*** Record excerpts ***

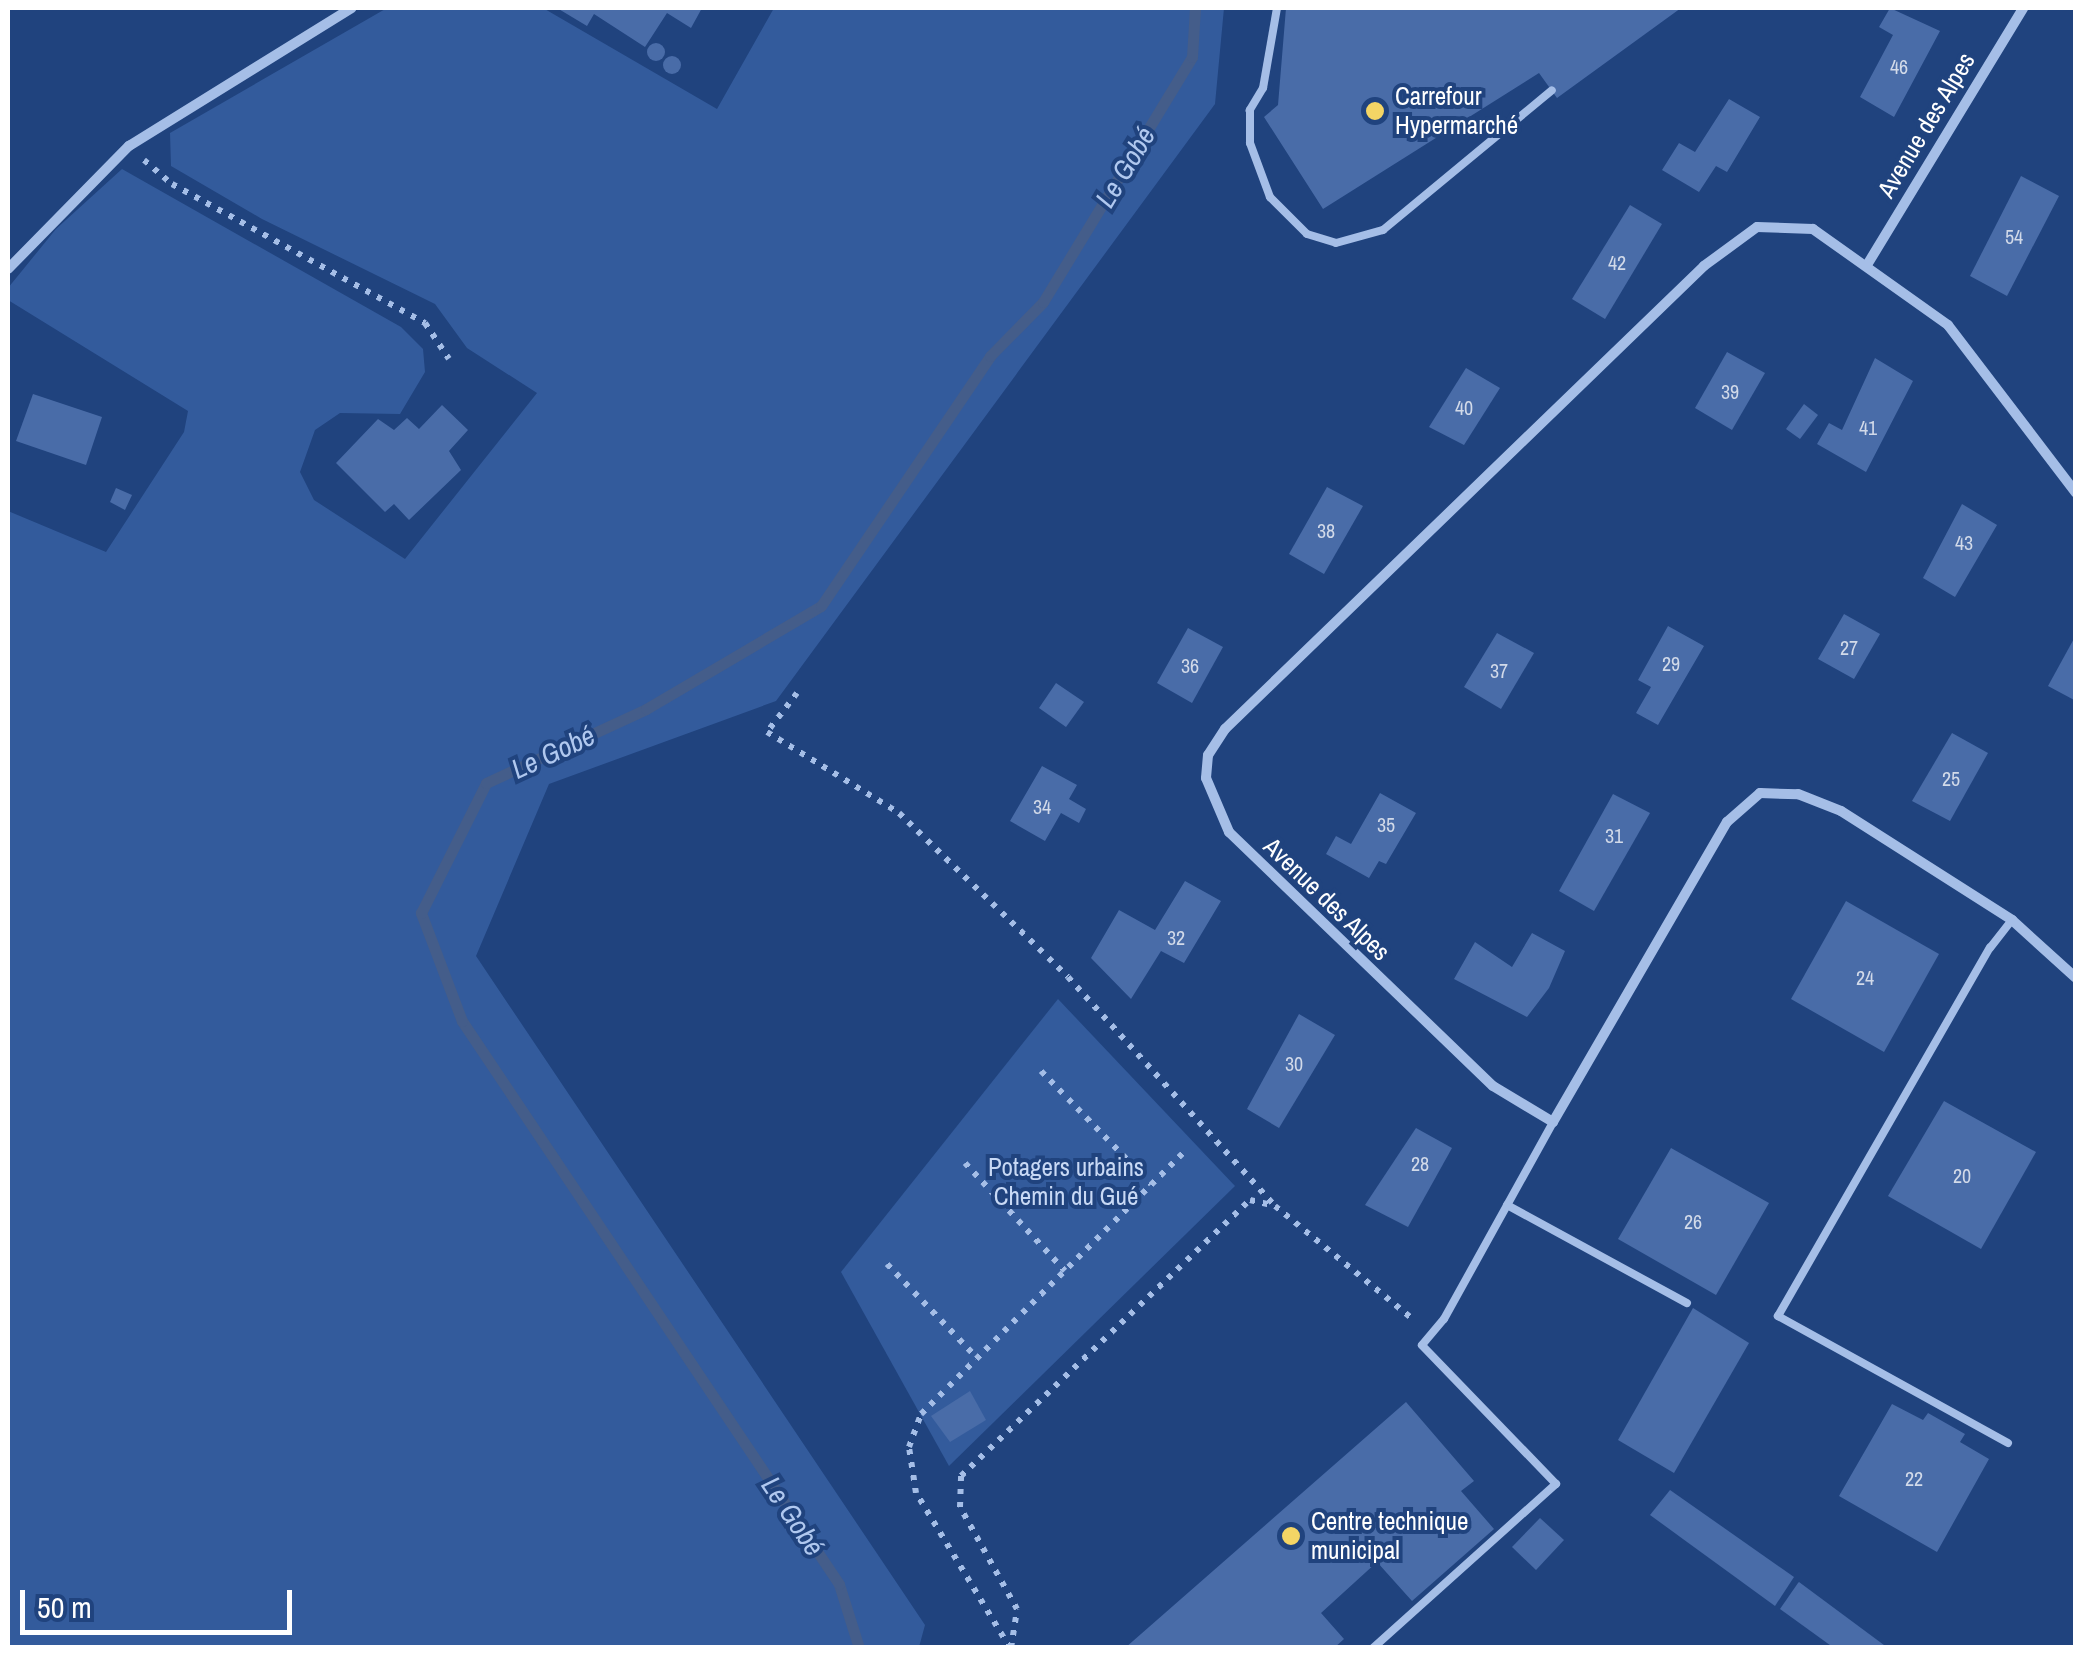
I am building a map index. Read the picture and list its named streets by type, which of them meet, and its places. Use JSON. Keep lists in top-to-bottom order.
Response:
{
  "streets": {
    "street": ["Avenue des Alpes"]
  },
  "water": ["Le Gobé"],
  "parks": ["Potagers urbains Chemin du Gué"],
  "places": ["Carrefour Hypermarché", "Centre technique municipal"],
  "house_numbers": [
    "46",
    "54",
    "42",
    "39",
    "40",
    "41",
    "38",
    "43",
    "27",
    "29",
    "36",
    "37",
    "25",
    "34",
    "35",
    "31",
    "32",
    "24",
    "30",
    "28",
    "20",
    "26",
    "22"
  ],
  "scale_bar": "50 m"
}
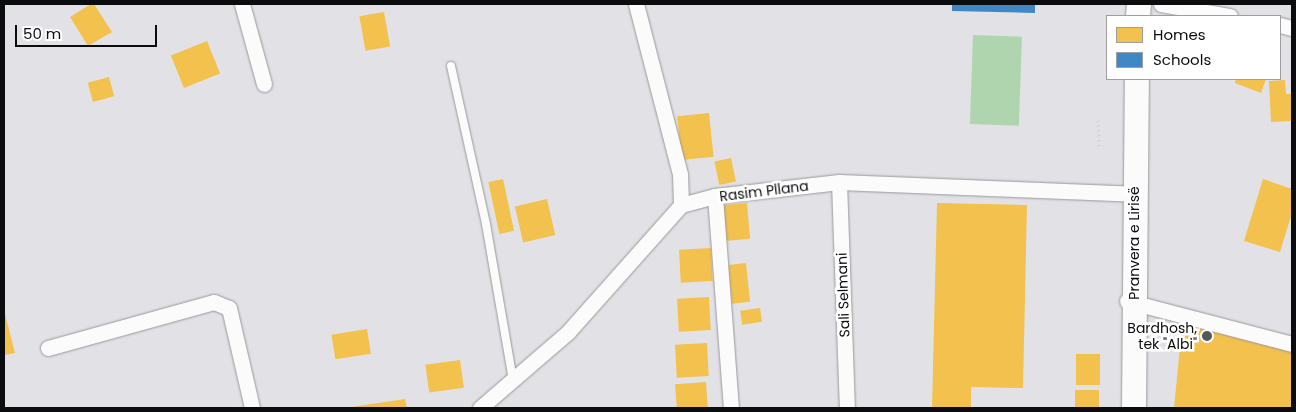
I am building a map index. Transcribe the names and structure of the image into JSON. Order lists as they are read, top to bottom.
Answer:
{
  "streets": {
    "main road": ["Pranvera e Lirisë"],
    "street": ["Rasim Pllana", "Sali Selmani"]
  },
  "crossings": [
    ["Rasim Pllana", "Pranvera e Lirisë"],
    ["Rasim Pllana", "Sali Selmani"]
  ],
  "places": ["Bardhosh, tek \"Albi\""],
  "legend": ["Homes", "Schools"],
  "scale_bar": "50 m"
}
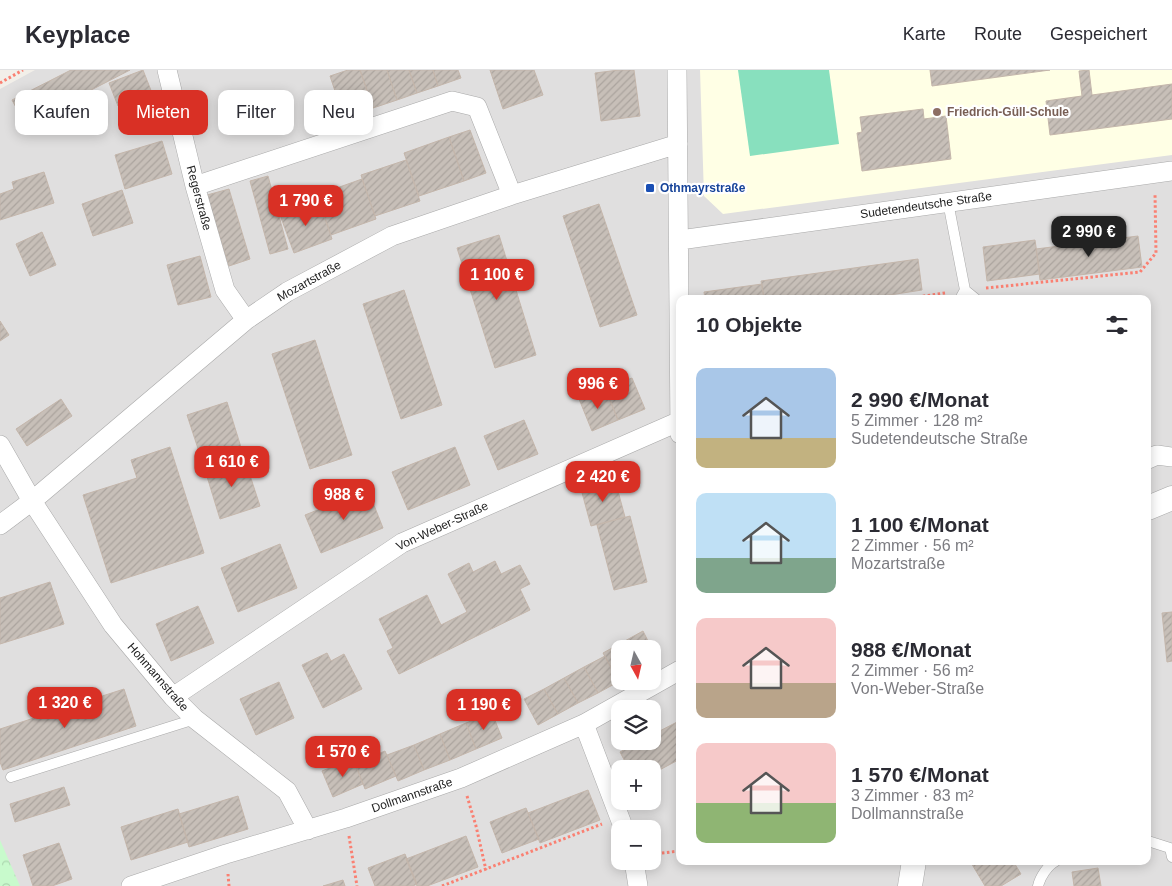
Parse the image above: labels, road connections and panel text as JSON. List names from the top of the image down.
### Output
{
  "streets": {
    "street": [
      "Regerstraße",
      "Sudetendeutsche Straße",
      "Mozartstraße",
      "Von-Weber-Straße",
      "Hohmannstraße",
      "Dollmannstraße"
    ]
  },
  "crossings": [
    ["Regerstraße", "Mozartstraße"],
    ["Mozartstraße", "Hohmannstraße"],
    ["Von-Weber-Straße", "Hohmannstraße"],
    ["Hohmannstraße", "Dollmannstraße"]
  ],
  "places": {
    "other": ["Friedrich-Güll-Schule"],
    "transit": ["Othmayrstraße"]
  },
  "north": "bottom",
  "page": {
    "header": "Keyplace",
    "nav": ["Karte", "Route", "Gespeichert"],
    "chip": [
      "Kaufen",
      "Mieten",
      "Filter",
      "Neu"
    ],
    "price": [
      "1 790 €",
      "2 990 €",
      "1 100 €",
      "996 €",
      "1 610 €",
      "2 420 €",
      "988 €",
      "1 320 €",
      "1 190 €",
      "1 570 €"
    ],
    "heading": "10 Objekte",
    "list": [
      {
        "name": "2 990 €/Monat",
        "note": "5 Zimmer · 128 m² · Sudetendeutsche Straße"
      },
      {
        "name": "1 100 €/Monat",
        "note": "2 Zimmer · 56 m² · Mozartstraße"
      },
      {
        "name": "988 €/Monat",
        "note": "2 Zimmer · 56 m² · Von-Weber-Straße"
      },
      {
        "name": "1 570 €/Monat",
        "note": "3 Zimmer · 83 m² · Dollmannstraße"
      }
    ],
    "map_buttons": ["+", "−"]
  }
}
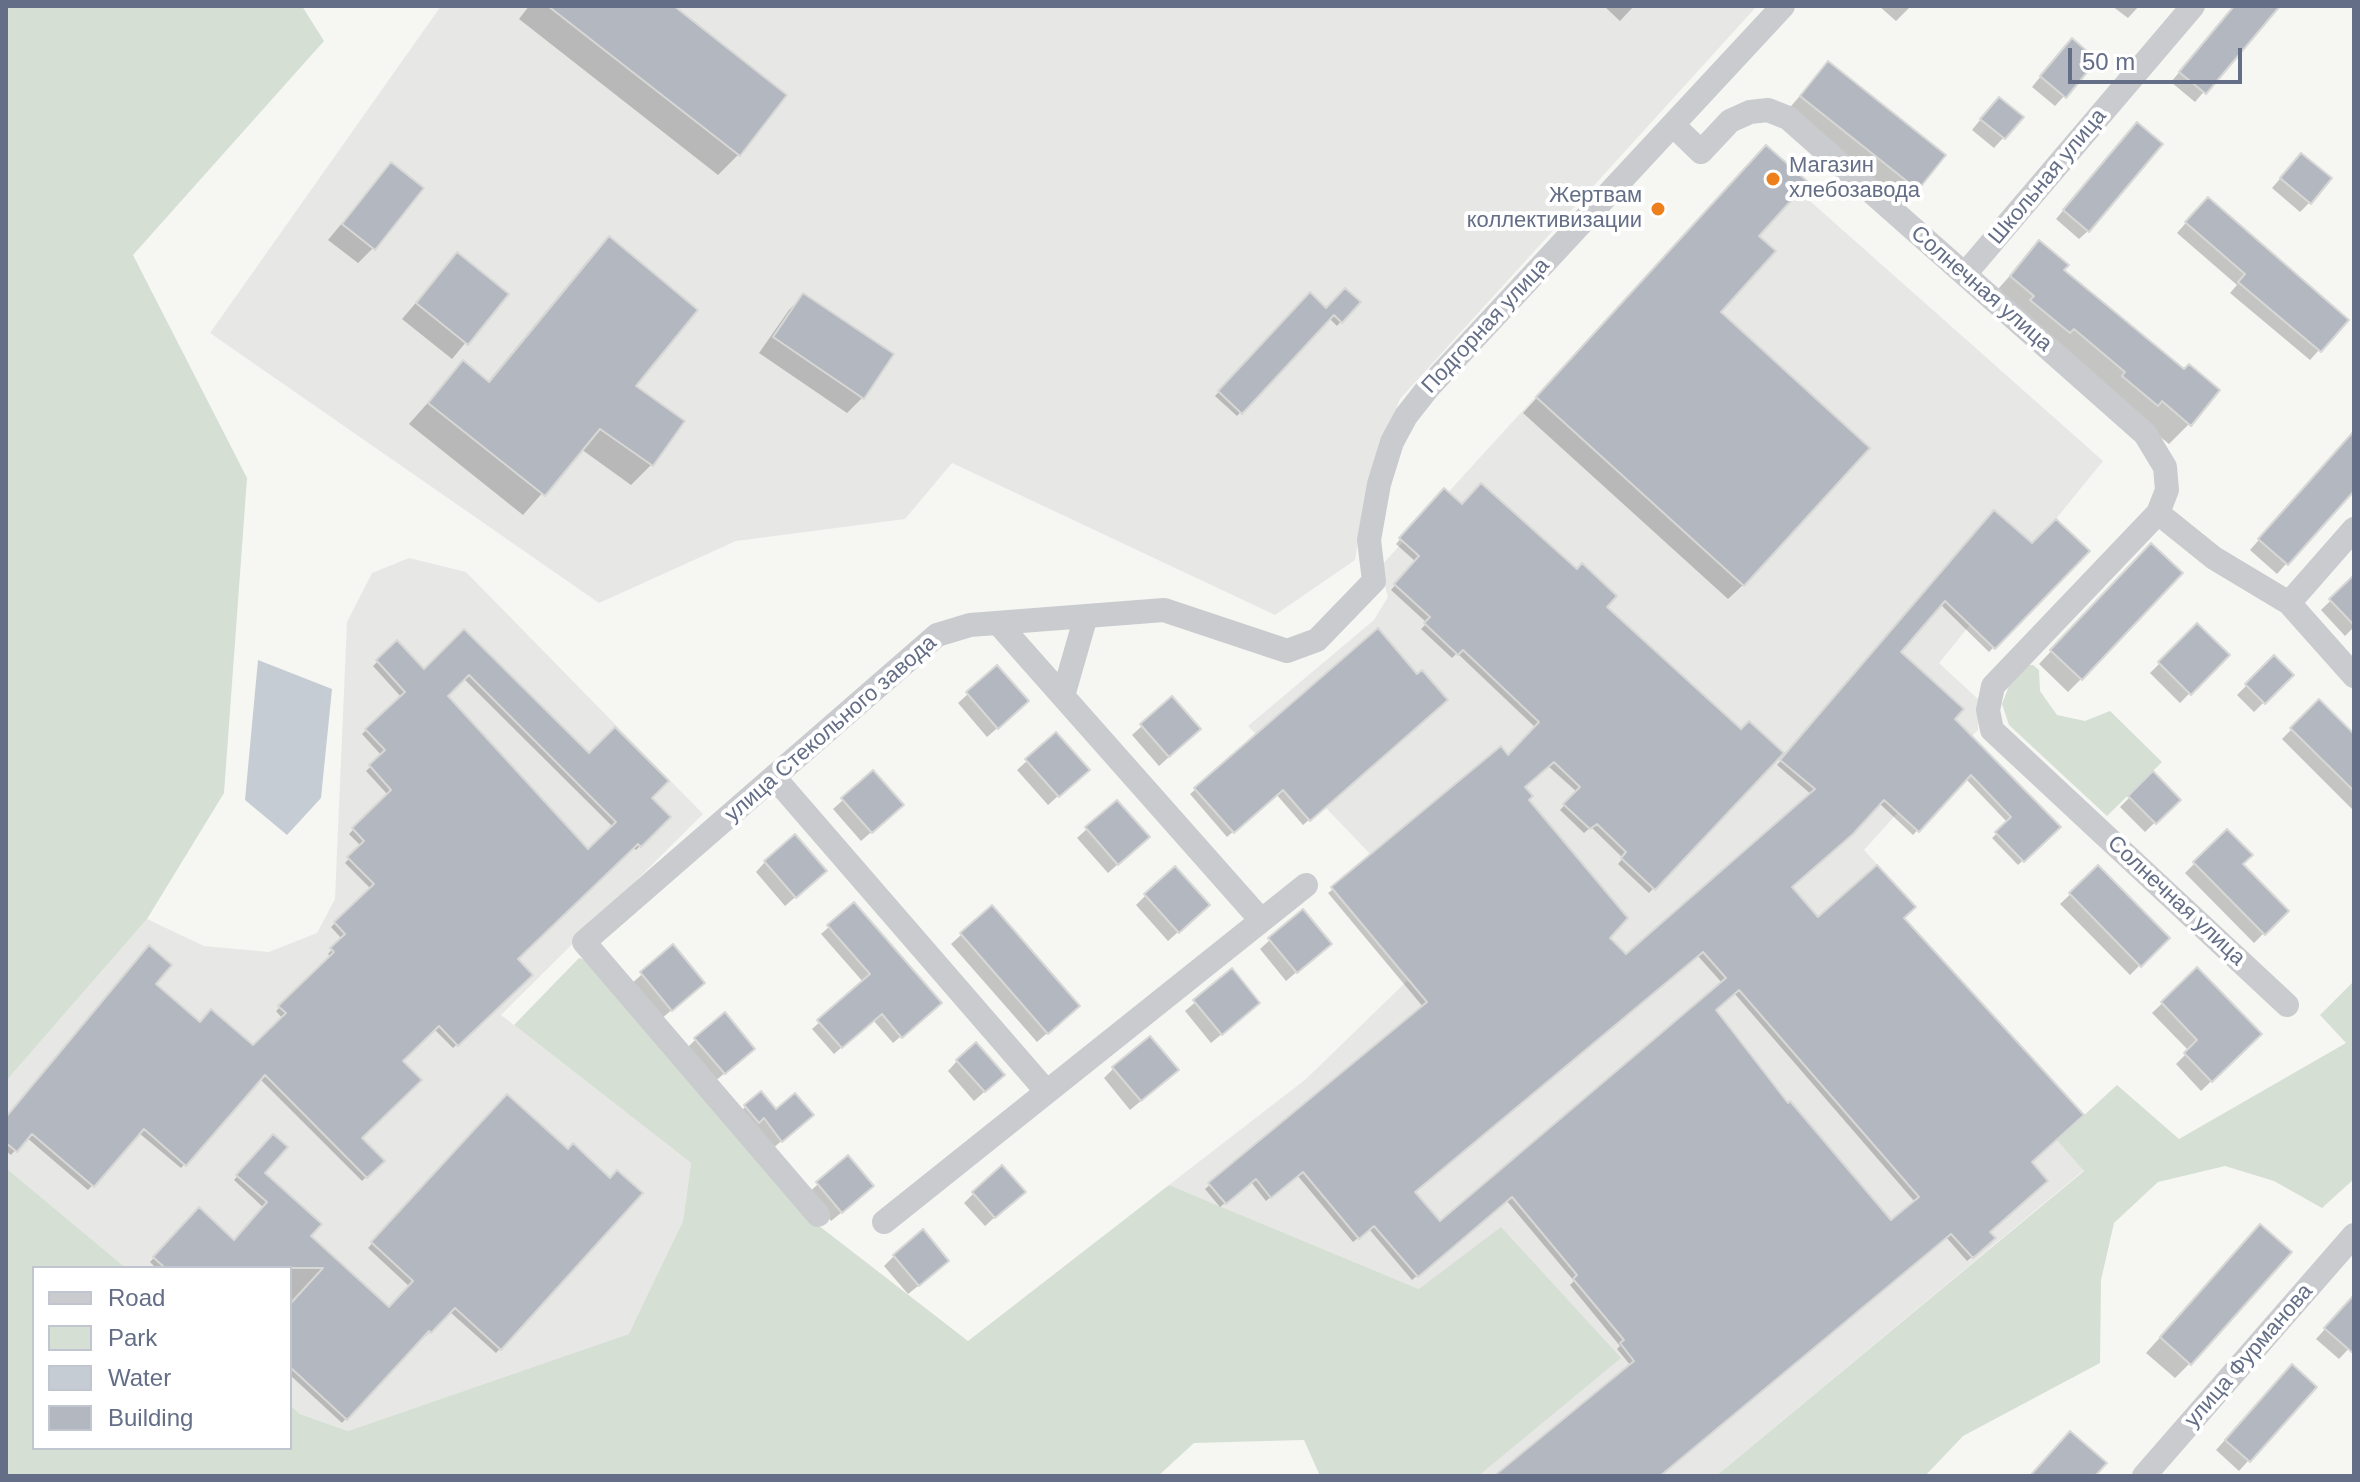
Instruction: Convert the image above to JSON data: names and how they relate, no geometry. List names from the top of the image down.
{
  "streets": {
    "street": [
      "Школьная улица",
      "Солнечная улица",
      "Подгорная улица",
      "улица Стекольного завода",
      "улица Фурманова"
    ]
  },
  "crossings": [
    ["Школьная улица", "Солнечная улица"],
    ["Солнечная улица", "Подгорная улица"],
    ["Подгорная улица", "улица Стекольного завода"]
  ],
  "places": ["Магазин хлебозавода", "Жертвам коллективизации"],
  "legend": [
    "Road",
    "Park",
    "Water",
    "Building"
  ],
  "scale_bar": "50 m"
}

*** End of Record excerpts ***

#### [The problem]
Return from the data every line that holds "index".

#### [Solution to this exercise]
I am building a map index. Read the picture and list its named streets by type, which of them meet, and its places. Use JSON. Keep lists in top-to-bottom order.
I am building a map index. Transcribe the names and structure of the image into JSON. Order lists as they are read, top to bottom.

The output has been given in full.